When I started this blog, I told myself that this will not fall into the category of “glossed over versions of reality.” I think there is enough of that out there, and it is not really helping anyone. Instead I want to be completely honest.
Today, I want to share what it is like to move to the other side of the world with anxiety and while recovering from an eating disorder. I will not describe any details, as I do not want to trigger anyone. To be clear, this is just my personal experience, and does not apply to everyone out there. If you would like to share your experiences or thoughts, please feel free to do so in the comments!
Moving to another country is an adventure, but sometimes it feels more like a Tough Mudder race.
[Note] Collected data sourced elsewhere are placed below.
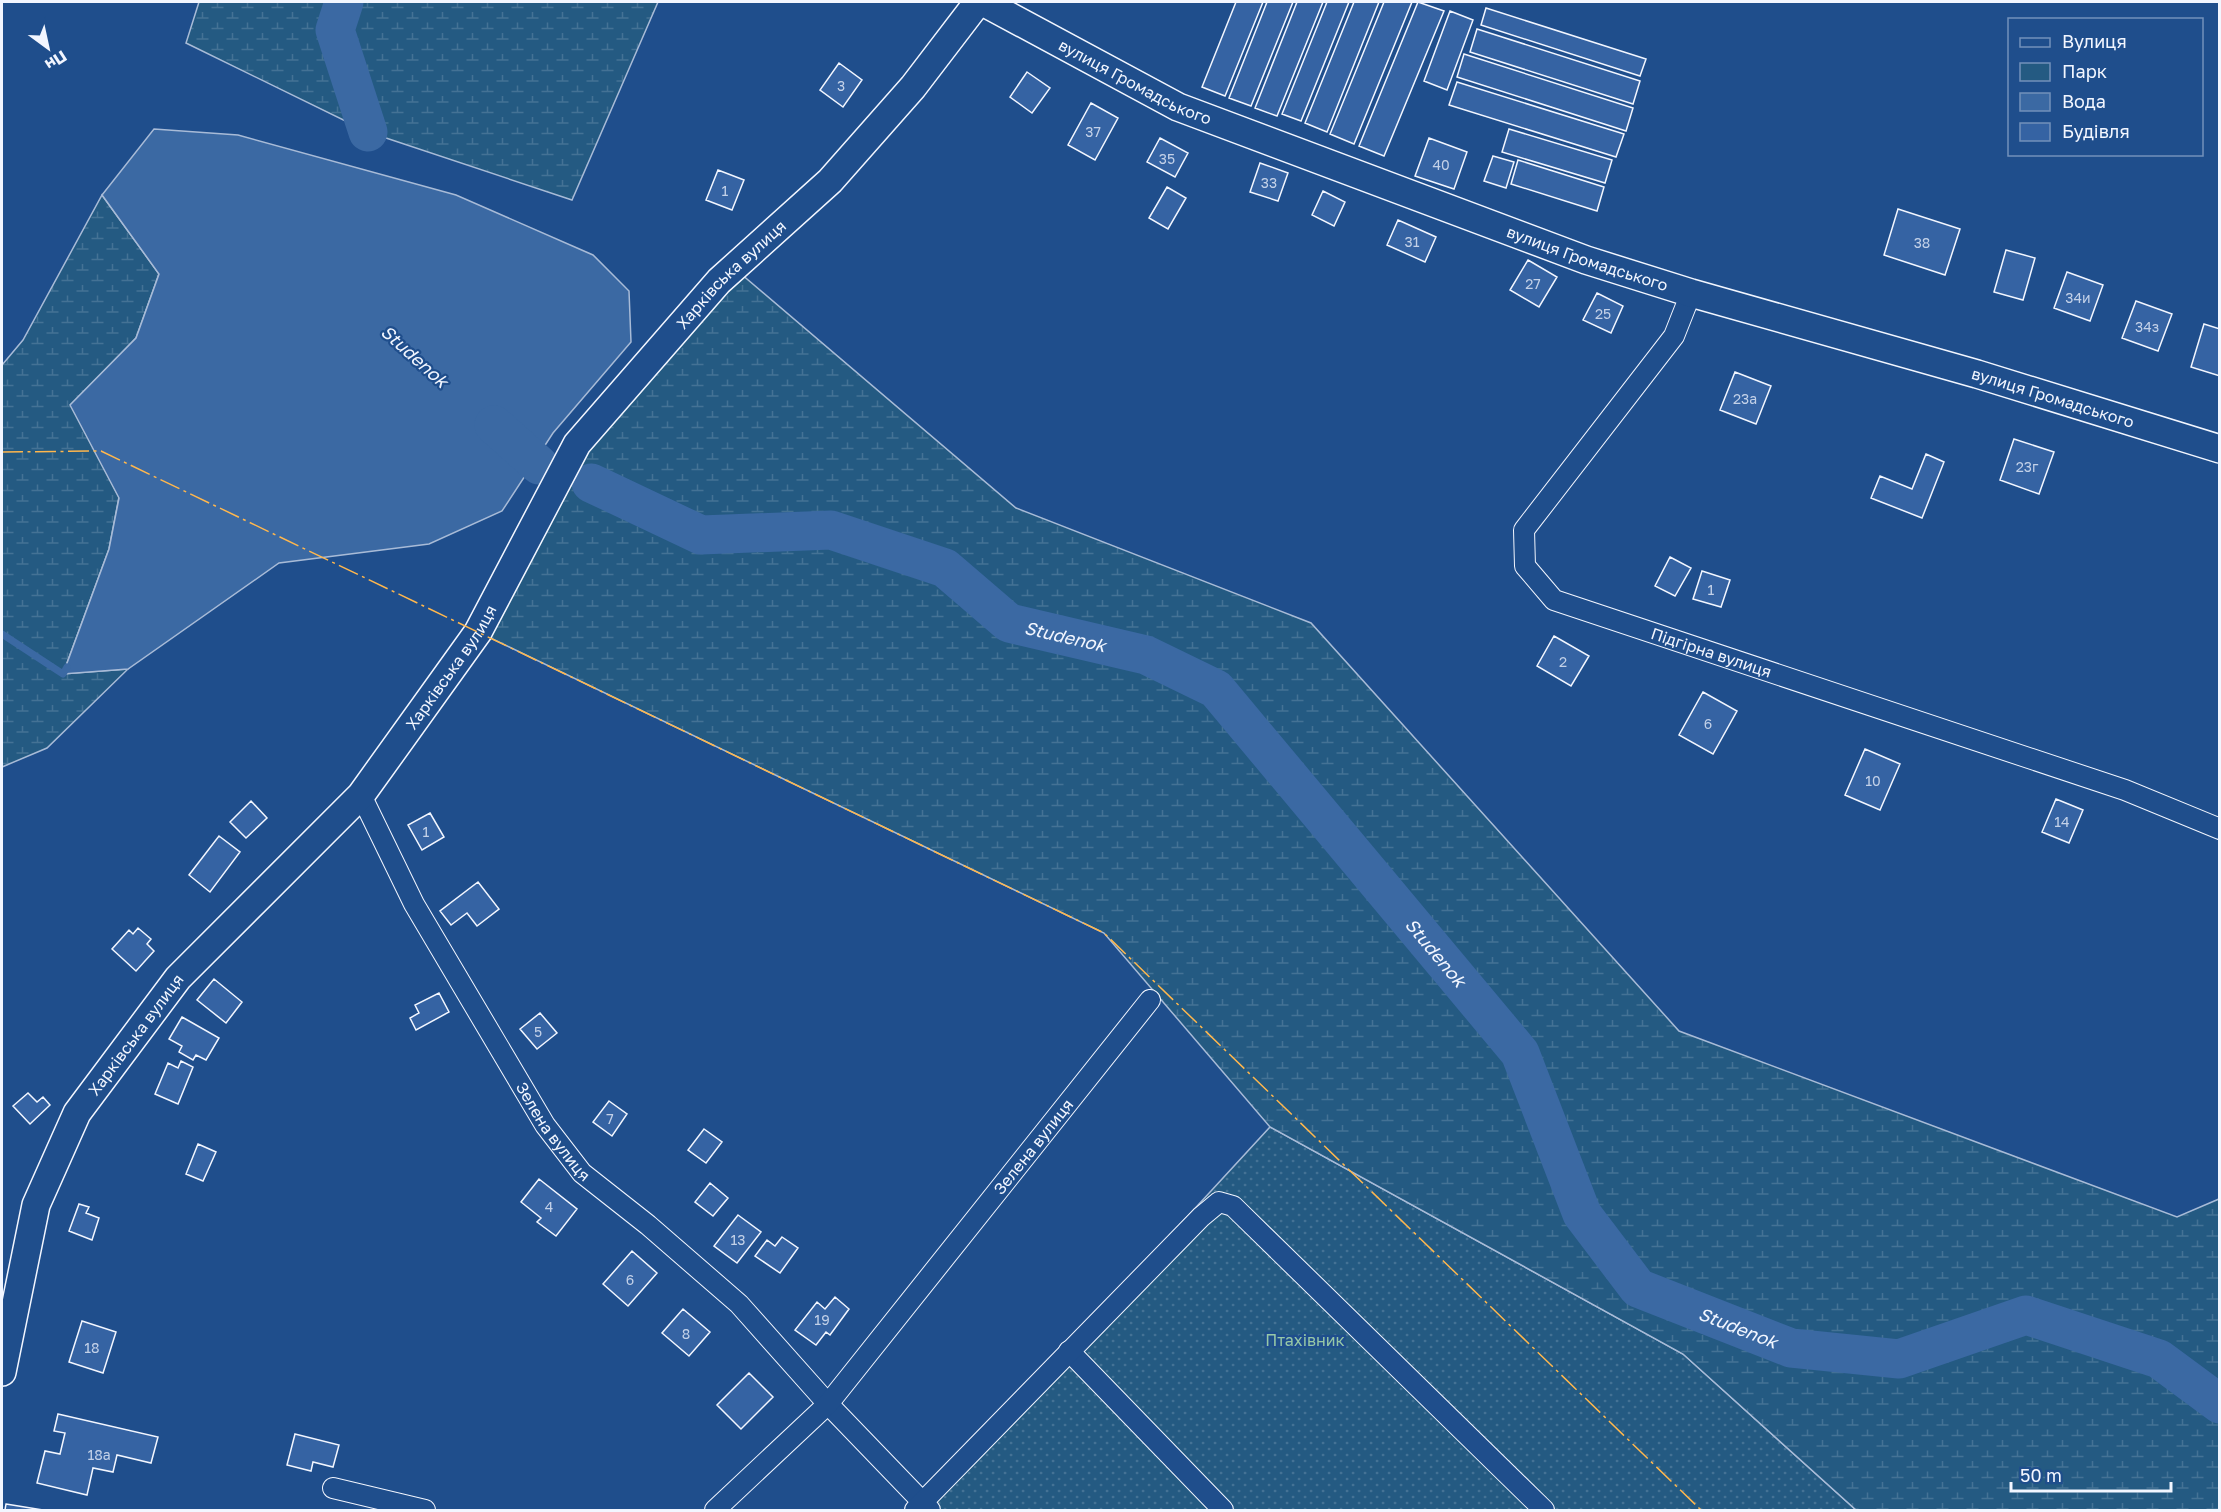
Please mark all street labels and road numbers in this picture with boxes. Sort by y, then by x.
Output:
street label: вулиця Громадського [1055,35,1214,129]
street label: Харківська вулиця [672,216,790,333]
street label: вулиця Громадського [1504,221,1670,295]
street label: вулиця Громадського [1969,363,2137,432]
street label: Харківська вулиця [401,601,500,733]
street label: Підгірна вулиця [1648,623,1774,682]
street label: Харківська вулиця [84,970,188,1099]
street label: Зелена вулиця [512,1078,594,1186]
street label: Зелена вулиця [989,1095,1077,1198]

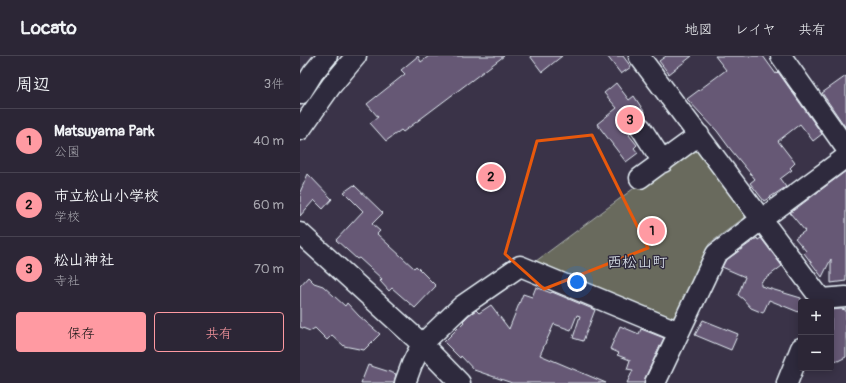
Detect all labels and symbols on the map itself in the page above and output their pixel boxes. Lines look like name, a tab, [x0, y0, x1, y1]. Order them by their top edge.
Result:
pin: 3	[617, 105, 643, 135]
pin: 2	[478, 162, 504, 192]
pin: 1	[639, 216, 665, 246]
district label: 西松山町	[607, 253, 668, 272]
your location	[567, 272, 587, 292]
Dealing with mental health issues at the same time does not exactly make the whole thing easier. For me, this has been a crazy rollercoaster ride. I had some amazing highs, but I also found myself on the ground. What matters though, is that I got up every single time. Still, the hardest part for me is dealing with feeling isolated from people. I moved to Vancouver knowing exactly two people here, and meeting new people has proven to be harder than I thought. Although I am comfortable being by myself, I really miss having “real” social interactions. I talk to my friends back in Germany every day, but it is not the same as sitting down for coffee with someone. I go to many social events, and have no problem with going by myself. I feel comfortable in these situations, and that in itself is progress for me. However, I do not approach people at these events, because I am too afraid that I’ll start the conversation and we won’t have anything to talk about after two minutes. Before moving here, I was also afraid of meeting strangers, and often would avoid it by cancelling. I am no longer doing that, and I am no longer panicking when I am about to meet new people. For example, I met someone through Twitter, who invited me to spend Thanksgiving with them. The old me would’ve freaked out because Thanksgiving means a) spending it with a group of people, and b) staying for not just an hour or two, but for a few hours. So, there is no emergency exit if it doesn’t go well. Luckily, I learned to approach these situations more realistically. I know from past experiences that it goes well 99% of the time, and this is what I keep telling myself. It was also proven to be true again on Thanksgiving, and I had an amazing time.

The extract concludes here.